REQUIREMENT: Report each line of the entries below that has the word "Абриколь" in it.

[Dataset entries]
___

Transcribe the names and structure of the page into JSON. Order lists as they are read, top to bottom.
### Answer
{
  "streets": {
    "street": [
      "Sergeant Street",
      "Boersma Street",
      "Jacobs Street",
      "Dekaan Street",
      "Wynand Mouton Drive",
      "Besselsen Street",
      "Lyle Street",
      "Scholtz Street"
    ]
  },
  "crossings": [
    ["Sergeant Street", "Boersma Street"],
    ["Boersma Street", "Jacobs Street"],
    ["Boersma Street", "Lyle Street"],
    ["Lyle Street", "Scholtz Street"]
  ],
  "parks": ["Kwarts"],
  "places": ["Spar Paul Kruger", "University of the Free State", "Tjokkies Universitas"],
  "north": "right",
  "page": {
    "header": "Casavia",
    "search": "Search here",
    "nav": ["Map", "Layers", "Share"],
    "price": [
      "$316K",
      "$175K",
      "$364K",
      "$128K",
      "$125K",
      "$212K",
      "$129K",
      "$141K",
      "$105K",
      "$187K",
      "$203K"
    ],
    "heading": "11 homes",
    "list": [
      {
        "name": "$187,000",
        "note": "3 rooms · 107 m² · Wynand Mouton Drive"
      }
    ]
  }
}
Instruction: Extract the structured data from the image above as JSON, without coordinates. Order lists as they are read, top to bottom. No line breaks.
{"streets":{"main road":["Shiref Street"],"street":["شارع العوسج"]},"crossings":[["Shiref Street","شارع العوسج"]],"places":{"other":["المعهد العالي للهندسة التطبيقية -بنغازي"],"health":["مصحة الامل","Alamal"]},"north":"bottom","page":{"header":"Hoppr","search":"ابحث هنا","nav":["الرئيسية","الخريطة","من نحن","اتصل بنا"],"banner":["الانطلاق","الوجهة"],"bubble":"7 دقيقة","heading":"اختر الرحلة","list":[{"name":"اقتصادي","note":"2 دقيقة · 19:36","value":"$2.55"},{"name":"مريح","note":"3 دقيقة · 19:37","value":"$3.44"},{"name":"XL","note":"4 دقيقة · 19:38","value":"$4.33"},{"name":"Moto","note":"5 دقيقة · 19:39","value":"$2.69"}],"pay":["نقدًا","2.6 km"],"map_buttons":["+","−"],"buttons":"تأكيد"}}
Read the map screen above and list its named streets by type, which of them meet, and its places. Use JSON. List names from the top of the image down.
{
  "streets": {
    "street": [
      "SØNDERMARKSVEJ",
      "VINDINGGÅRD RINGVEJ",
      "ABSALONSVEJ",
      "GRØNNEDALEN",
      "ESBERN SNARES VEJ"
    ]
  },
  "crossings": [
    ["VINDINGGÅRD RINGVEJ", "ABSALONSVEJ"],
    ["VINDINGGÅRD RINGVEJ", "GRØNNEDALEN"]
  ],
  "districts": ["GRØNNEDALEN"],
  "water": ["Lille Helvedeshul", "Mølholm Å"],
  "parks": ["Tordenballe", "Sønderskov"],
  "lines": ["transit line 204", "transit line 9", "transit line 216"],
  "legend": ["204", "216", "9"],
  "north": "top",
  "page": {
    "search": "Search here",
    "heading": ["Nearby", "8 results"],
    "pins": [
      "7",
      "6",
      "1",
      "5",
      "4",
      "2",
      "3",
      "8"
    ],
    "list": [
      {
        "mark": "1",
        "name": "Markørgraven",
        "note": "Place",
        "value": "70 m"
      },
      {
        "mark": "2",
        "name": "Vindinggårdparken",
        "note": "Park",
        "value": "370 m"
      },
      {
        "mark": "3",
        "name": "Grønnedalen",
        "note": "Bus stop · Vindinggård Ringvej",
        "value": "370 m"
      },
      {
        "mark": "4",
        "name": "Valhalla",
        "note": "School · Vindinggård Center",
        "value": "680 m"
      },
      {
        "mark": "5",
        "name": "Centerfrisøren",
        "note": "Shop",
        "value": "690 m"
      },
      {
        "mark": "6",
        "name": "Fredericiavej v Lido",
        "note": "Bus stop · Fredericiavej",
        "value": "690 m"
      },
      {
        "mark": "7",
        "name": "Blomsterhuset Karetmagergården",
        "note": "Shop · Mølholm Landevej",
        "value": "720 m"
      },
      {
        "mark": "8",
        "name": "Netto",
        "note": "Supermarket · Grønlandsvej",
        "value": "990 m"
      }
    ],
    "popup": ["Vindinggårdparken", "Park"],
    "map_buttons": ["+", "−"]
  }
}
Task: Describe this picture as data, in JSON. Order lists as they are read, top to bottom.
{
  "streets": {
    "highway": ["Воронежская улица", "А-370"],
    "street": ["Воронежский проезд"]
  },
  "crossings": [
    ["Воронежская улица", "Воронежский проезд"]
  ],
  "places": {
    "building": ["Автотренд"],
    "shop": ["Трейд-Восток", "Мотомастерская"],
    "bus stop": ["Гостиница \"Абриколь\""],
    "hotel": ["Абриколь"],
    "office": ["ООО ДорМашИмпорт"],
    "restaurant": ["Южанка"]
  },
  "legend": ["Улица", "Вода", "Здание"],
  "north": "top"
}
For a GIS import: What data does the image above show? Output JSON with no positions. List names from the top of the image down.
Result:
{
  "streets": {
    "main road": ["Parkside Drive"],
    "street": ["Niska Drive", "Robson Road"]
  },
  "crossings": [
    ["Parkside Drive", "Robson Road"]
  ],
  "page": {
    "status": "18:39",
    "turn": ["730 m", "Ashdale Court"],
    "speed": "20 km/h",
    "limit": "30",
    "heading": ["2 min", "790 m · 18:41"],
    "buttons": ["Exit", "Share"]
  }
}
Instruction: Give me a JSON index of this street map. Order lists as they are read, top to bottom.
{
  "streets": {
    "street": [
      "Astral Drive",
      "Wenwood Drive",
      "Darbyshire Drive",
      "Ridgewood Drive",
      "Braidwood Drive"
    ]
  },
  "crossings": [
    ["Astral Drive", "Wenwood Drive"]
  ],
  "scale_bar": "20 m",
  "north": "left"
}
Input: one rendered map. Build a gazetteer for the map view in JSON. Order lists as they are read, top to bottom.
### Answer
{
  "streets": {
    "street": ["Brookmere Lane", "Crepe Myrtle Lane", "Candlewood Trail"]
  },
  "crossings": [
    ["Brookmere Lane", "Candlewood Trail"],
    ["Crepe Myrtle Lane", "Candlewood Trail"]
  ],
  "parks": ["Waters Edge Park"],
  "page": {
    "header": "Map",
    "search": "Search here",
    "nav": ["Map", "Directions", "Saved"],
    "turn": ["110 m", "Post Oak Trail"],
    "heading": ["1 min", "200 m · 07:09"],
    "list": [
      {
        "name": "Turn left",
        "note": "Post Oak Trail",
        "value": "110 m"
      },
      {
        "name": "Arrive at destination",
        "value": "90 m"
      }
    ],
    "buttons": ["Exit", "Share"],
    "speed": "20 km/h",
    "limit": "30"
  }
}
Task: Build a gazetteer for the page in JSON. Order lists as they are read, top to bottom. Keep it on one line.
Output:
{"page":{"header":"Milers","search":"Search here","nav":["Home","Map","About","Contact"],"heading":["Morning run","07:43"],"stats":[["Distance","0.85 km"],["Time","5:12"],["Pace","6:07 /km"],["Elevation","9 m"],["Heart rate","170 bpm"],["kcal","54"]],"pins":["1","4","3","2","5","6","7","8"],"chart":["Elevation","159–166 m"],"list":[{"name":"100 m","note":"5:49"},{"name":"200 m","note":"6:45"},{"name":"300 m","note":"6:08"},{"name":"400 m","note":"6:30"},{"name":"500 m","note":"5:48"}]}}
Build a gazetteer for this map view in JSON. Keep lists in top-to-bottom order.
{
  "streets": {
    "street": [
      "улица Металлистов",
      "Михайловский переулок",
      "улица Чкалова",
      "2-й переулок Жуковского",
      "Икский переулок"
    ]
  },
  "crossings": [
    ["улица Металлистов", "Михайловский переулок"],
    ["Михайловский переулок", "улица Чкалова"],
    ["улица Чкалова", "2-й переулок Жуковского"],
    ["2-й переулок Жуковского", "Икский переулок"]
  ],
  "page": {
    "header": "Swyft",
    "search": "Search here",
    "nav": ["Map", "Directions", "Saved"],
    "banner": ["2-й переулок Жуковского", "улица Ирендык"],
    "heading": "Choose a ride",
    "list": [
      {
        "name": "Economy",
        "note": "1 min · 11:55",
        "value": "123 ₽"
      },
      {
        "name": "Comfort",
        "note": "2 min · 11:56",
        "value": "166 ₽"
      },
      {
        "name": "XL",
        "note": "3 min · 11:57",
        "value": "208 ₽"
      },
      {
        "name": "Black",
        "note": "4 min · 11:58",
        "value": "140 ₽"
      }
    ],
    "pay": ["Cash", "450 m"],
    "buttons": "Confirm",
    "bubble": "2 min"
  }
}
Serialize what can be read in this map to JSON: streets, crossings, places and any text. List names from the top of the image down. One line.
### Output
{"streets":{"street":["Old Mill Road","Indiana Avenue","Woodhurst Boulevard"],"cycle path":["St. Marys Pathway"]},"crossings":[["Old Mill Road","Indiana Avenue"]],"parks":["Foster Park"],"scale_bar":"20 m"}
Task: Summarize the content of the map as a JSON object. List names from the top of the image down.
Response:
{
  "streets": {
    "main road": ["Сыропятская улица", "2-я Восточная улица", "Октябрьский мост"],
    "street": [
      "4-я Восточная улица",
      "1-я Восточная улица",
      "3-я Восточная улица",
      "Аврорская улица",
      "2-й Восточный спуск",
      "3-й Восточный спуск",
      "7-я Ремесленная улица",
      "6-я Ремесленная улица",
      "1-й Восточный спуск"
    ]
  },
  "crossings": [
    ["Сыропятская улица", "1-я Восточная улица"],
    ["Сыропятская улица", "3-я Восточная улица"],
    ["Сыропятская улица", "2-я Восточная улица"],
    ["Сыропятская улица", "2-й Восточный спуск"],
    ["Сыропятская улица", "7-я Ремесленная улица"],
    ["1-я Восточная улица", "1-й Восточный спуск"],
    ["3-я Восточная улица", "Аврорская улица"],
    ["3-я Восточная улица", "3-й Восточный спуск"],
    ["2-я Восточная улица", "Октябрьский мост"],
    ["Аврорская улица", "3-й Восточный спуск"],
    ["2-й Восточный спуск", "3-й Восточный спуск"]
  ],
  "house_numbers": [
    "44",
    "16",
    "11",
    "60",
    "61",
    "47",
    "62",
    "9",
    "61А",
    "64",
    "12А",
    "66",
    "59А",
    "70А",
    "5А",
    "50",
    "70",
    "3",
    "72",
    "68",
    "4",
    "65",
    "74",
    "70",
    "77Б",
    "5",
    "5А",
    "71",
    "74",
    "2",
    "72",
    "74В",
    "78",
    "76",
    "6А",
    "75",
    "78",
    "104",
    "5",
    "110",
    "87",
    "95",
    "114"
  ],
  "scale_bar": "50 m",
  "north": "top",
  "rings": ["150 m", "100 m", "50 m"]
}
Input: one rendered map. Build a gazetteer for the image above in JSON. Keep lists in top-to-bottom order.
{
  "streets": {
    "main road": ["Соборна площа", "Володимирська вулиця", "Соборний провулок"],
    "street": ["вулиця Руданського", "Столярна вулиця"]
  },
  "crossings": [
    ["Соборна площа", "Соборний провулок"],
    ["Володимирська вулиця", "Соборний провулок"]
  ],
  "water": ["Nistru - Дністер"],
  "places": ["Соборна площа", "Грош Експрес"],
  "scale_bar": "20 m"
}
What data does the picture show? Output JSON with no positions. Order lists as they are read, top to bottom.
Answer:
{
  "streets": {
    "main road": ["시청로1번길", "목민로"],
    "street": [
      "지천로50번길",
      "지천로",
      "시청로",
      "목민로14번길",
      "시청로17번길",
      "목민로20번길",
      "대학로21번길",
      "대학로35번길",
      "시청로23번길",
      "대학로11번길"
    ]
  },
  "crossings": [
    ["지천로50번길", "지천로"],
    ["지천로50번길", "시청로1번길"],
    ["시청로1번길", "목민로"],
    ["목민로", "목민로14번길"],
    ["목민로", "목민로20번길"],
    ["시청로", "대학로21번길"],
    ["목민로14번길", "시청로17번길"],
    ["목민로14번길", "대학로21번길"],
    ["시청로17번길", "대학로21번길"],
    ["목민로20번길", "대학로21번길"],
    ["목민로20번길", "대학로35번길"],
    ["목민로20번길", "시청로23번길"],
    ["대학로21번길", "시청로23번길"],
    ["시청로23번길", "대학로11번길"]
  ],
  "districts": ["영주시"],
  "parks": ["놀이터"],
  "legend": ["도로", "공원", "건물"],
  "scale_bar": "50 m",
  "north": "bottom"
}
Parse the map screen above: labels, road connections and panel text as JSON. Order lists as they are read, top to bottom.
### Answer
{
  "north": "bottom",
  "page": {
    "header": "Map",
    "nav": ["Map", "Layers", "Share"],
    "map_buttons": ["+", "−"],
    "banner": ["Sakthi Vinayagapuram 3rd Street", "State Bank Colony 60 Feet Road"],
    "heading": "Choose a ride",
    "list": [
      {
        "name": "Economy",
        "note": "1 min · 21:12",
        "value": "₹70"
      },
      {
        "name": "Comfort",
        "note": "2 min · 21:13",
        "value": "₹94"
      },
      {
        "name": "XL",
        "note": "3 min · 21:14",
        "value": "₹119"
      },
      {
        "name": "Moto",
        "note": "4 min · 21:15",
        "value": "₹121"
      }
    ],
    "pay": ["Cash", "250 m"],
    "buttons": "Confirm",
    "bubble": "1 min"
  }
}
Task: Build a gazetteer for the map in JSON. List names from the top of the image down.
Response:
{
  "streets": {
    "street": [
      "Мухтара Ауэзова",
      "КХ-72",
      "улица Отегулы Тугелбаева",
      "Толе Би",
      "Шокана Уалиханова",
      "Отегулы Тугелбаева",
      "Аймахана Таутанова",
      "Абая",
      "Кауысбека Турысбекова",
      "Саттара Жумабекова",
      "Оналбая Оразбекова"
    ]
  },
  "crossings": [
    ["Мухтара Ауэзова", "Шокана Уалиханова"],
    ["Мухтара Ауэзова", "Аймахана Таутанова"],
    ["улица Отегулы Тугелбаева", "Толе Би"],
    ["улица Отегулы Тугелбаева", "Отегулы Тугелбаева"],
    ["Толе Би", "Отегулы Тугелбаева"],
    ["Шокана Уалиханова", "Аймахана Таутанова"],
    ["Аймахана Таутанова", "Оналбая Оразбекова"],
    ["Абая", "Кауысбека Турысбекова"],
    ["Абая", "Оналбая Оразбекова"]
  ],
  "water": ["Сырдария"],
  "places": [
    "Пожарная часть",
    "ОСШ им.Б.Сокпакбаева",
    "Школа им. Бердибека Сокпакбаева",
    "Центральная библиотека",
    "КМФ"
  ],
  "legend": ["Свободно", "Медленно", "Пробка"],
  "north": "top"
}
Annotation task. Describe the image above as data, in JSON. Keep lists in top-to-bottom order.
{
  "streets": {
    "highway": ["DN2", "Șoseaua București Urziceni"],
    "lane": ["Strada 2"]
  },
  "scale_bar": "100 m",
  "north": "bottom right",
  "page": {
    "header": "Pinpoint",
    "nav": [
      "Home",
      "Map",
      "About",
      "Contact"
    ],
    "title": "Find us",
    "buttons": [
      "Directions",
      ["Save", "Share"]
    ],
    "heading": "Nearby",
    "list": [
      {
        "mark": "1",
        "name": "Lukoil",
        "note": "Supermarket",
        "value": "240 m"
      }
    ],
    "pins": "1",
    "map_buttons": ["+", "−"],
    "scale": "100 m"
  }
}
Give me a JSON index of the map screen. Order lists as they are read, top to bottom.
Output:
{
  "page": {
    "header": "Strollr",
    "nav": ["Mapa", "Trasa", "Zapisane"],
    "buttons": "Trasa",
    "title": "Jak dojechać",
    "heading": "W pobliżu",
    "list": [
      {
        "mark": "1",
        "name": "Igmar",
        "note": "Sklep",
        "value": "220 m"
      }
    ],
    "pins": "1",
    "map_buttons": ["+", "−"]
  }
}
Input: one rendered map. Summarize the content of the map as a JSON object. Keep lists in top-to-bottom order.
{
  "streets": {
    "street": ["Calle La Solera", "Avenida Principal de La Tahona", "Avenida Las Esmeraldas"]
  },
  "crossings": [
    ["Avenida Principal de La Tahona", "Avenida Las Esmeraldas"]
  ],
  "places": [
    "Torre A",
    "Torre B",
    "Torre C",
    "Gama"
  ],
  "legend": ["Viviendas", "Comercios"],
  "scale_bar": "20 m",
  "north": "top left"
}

___

TASK RESULT:
    "bus stop": ["Гостиница \"Абриколь\""],
    "hotel": ["Абриколь"],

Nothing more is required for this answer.